養育費を払わない元夫に対して、履行勧告をした事例
相談背景
Aさんは、約2年前から夫Bと別居していましたが、もはや修復の可能性がなかったため離婚することになりました。その時Aさんにはもうすぐ中学生になる12才の息子がいましたが、別れた元夫Bは借金を抱えているなどと言って、子どもの養育費を全く支払ってきませんでした。
弁護士対応
Aさんは離婚する際に離婚協議書などで養育費の定めをしていなかったため、裁判所に養育費請求調停の申立てを行いました。

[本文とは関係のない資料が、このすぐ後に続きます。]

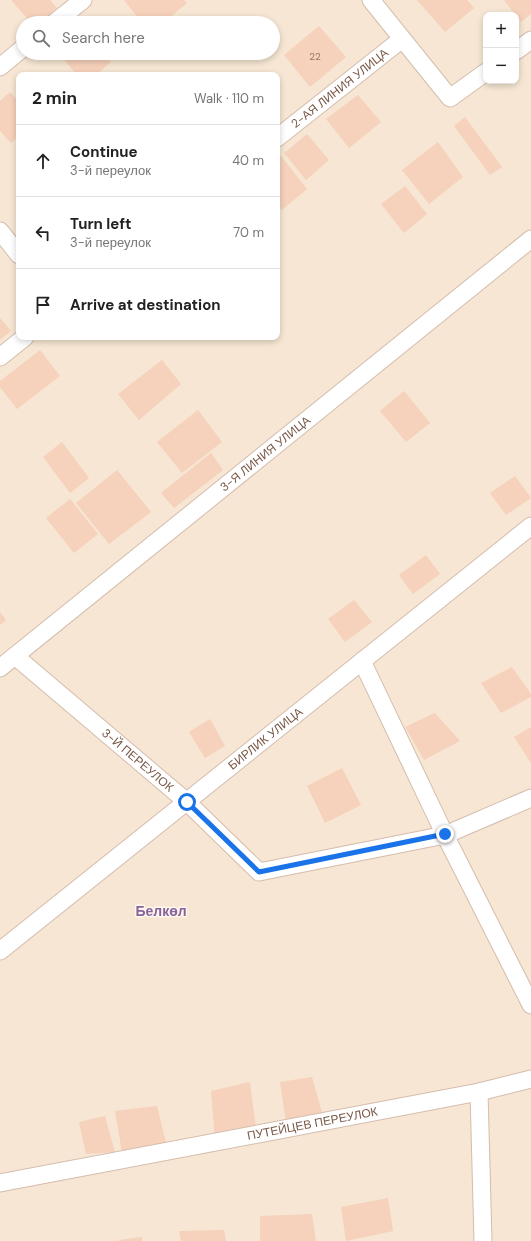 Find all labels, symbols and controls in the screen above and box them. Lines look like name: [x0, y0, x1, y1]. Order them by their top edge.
map controls: [483, 12, 519, 84]
button: +: [483, 12, 519, 48]
search box: [16, 16, 280, 60]
icon: search: [30, 27, 52, 49]
text: Search here: [62, 28, 145, 48]
street label: 2-АЯ ЛИНИЯ УЛИЦА: [288, 45, 392, 132]
button: −: [483, 48, 519, 84]
house number: 22: [309, 50, 321, 63]
text: 2 min: [32, 87, 77, 109]
text: Walk · 110 m: [194, 90, 264, 107]
text: Continue: [70, 142, 138, 162]
icon: ahead: [32, 150, 54, 172]
text: 40 m: [232, 152, 264, 169]
text: 3-й переулок: [70, 162, 151, 179]
text: Turn left: [70, 214, 131, 234]
icon: left: [32, 222, 54, 244]
text: 70 m: [233, 224, 264, 241]
text: 3-й переулок: [70, 234, 151, 251]
icon: arrive: [32, 294, 54, 316]
text: Arrive at destination: [70, 295, 221, 315]
street label: 3-Я ЛИНИЯ УЛИЦА: [217, 412, 314, 495]
street label: БИРЛИК УЛИЦА: [225, 704, 306, 773]
street label: 3-Й ПЕРЕУЛОК: [98, 725, 177, 795]
route start: [178, 793, 196, 811]
route end: [436, 825, 454, 843]
district label: Белкөл: [135, 902, 187, 920]
street label: ПУТЕЙЦЕВ ПЕРЕУЛОК: [246, 1103, 379, 1144]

調停では、Bは借金があることや収入がないことなどの主張をしていましたが、そのような主張はすべて排斥され、Aさんに養育費を支払うことで調停が成立しました。
ところが、調停が成立しても、一度もBから養育費の支払いがありませんでした。そこで、裁判所に対し、調停条項に従った養育費を支払うよう「履行勧告」の申出を行いました。
弁護士対応
裁判所から養育費の支払いを強く勧告されたBは、未払分も含めて養育費を支払うようになりました。その後も毎月調停で決められた養育費の支払いがなされており、Aさんは安心して生活することができるようになりました。
養育費などの家事事件では、「履行勧告」という手続きがあり、簡易な手続で費用もかからないので負担の少ない制度です。履行勧告は強制執行と違って強制力があるものではありませんが、勧告に従わなければ強制執行も辞さない構えであるという強い姿勢を示し、また裁判所から勧告がなされるために相手に与える心理的圧力も効果も相応に期待できます。
本事例では、履行勧告の長所が効いて、早期の解決に至ることができたといえるでしょう。